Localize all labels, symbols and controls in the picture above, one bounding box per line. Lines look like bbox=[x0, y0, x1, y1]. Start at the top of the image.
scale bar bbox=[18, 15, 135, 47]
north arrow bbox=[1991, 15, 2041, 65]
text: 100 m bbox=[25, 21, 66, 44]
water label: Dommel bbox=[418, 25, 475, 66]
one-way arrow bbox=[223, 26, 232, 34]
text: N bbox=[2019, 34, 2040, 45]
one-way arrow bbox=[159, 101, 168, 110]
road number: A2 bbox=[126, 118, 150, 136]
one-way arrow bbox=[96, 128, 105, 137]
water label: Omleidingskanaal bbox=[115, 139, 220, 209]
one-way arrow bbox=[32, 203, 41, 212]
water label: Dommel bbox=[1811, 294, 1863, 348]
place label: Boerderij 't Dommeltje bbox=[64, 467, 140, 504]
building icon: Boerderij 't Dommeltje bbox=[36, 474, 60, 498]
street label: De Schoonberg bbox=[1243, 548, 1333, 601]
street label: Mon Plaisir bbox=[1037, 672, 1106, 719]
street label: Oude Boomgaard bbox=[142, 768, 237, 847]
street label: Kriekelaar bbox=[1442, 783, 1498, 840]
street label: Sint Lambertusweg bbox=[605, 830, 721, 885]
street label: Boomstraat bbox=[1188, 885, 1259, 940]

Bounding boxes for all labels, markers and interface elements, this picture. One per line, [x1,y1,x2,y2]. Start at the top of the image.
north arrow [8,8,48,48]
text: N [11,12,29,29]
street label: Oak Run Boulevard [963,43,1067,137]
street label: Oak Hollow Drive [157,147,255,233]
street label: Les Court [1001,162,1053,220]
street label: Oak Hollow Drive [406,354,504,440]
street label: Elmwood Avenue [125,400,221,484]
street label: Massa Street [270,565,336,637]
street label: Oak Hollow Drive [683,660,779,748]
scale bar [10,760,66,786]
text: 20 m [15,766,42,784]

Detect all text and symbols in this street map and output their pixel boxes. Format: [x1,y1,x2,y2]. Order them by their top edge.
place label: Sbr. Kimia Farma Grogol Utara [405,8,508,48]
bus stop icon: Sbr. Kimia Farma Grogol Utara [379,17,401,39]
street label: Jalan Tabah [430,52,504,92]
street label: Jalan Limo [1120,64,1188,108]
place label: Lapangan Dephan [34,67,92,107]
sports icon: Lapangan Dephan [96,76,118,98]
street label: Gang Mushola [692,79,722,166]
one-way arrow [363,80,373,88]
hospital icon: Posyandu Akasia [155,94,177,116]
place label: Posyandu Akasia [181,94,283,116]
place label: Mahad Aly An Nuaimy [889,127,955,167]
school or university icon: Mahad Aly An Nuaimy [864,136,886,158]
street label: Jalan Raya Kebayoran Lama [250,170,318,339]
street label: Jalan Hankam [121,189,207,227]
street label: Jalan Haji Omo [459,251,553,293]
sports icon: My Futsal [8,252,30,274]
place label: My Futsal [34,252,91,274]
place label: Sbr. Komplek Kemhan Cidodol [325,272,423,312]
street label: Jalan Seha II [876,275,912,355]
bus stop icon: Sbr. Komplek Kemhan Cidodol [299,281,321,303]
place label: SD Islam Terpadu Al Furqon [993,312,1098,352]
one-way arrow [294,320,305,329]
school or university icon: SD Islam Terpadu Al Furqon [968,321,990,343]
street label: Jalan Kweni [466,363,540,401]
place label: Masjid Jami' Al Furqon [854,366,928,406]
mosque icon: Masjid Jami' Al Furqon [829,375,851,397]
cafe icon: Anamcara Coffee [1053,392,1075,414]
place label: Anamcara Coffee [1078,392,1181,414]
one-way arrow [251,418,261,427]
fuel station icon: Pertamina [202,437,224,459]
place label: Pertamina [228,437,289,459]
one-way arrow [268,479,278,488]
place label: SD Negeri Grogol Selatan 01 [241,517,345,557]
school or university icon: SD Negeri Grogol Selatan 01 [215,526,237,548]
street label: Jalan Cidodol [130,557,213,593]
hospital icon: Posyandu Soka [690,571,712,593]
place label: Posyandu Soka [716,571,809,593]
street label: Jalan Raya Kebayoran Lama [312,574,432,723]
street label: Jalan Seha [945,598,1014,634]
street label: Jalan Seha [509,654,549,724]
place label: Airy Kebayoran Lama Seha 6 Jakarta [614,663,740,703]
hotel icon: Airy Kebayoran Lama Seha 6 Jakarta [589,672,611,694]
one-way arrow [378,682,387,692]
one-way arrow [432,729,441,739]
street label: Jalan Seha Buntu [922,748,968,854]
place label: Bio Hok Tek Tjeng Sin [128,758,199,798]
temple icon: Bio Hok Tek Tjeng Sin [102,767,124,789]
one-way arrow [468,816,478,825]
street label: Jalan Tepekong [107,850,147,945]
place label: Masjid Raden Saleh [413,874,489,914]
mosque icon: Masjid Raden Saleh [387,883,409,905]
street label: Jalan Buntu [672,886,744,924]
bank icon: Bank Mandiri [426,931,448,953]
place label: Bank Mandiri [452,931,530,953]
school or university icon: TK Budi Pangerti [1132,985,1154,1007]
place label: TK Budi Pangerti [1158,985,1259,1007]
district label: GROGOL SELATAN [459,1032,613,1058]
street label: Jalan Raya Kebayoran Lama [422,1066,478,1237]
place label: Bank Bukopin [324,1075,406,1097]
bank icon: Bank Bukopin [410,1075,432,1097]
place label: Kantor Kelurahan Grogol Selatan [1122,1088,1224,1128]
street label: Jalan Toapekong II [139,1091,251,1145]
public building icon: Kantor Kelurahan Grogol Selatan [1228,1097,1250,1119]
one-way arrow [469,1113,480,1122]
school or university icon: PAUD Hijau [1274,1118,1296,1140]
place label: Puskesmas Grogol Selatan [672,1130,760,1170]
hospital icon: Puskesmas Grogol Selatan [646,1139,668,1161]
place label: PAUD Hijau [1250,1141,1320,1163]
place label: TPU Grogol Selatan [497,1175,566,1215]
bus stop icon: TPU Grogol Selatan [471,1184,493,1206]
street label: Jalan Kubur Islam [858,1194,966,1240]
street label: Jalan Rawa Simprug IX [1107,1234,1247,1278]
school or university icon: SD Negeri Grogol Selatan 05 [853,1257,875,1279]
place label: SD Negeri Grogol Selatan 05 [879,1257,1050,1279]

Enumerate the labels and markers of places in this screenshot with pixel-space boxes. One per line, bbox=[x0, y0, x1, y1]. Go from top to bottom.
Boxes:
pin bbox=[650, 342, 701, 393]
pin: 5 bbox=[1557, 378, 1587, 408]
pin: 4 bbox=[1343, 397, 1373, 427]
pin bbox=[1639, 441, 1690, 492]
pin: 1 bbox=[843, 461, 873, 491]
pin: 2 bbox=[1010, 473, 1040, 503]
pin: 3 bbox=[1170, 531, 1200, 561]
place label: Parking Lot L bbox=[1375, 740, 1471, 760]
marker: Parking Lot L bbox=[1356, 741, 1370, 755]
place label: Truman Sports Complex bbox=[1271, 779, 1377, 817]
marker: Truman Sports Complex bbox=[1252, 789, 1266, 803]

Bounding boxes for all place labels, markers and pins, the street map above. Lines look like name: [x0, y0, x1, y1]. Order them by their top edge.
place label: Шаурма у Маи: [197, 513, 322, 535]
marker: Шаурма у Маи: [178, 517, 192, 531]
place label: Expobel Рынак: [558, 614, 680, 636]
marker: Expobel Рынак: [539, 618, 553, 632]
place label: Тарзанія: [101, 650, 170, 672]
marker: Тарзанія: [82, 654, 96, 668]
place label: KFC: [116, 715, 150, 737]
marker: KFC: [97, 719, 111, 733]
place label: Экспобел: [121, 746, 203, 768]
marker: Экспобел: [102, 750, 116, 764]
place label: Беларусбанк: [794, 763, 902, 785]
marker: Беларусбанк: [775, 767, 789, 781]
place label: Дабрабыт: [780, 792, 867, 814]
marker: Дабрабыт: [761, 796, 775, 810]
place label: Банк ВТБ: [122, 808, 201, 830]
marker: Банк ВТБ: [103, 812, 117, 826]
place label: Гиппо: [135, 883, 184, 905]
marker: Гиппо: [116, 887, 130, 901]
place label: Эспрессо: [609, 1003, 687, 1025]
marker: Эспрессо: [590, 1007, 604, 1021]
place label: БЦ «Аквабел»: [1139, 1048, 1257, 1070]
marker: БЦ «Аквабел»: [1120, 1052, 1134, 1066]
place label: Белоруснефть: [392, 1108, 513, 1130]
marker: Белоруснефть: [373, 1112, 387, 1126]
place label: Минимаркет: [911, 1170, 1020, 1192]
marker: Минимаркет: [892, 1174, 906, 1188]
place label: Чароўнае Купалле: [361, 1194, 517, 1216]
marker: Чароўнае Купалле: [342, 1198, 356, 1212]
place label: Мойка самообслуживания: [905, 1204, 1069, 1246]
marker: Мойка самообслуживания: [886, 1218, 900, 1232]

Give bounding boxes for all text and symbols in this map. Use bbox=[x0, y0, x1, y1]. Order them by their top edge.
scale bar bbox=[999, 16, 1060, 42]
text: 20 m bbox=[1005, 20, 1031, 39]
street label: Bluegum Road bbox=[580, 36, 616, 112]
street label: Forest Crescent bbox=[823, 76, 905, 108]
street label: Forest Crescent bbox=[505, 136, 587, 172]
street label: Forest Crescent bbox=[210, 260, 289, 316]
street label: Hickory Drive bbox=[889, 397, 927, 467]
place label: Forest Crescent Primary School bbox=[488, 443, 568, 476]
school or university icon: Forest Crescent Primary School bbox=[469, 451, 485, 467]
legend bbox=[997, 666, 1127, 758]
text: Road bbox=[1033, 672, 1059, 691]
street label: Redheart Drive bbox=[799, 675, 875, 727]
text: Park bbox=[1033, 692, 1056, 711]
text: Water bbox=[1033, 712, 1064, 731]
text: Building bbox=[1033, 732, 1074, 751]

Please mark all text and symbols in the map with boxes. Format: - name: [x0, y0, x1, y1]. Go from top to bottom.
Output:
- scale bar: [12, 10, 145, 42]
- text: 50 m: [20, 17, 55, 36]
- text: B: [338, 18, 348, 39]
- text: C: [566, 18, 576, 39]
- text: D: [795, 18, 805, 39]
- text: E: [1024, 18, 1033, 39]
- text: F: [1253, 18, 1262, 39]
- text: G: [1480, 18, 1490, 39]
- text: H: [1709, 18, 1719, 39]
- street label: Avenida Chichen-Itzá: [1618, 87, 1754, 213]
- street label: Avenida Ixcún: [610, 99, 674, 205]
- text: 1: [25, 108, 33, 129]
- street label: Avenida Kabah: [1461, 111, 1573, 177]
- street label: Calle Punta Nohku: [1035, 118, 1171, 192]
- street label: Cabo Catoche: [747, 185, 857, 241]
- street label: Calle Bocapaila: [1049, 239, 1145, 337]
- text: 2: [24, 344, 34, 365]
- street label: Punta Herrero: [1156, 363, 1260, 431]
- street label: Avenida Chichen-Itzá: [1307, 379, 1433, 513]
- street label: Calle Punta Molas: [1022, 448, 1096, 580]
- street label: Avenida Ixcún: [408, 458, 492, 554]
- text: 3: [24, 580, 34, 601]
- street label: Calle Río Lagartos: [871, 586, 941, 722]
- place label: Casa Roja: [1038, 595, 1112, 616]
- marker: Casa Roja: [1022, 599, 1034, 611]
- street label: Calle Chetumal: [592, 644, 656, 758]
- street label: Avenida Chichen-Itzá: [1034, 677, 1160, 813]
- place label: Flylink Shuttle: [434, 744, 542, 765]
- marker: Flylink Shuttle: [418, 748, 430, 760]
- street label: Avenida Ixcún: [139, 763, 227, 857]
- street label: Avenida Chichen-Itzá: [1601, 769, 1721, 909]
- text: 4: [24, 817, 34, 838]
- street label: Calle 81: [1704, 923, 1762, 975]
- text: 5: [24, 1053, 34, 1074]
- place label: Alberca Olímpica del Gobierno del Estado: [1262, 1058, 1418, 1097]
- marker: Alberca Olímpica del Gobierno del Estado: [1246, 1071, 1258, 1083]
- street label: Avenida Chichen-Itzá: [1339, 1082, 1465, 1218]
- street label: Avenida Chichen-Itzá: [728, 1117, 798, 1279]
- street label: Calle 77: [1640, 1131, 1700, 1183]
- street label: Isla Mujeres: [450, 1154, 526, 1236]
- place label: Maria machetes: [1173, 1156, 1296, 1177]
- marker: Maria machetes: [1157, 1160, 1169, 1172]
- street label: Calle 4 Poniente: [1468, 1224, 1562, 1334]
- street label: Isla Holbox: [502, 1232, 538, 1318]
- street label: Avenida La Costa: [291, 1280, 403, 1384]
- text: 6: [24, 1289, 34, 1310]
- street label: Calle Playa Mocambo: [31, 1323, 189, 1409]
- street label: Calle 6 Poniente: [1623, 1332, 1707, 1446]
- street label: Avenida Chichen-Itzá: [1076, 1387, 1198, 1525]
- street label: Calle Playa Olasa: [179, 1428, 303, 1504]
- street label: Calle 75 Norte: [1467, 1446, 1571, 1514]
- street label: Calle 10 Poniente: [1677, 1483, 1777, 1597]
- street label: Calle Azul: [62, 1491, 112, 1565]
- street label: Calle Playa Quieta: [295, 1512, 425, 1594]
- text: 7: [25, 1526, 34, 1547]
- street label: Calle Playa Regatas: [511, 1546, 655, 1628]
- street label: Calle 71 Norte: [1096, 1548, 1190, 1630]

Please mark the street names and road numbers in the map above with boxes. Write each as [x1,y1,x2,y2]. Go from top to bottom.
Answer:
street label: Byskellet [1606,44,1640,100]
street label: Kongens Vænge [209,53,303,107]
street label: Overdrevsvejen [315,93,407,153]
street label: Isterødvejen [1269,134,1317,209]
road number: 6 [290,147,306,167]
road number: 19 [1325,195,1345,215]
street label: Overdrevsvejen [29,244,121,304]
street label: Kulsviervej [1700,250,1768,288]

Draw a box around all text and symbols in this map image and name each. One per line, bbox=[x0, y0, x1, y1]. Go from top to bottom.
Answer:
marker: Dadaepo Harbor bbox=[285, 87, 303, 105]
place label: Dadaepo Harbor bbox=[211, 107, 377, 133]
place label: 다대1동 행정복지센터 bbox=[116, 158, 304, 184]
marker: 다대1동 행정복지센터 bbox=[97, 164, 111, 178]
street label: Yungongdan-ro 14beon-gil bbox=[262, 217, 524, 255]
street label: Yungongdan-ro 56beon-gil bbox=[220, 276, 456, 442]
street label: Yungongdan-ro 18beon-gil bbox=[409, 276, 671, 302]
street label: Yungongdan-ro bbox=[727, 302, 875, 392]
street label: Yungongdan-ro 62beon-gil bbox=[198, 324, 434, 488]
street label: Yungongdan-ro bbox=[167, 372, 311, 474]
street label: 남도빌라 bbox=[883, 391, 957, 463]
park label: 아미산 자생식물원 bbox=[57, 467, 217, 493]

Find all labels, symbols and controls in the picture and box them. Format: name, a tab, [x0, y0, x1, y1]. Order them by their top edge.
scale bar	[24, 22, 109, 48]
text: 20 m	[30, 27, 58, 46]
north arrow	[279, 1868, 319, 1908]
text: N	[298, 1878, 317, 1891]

+-------+

PROBLEM TO SOLVE: Pull every line containing "Primary" from the entries above and copy it.

RESULT OF THE TASK:
place label: Forest Crescent Primary School bbox=[488, 443, 568, 476]
school or university icon: Forest Crescent Primary School bbox=[469, 451, 485, 467]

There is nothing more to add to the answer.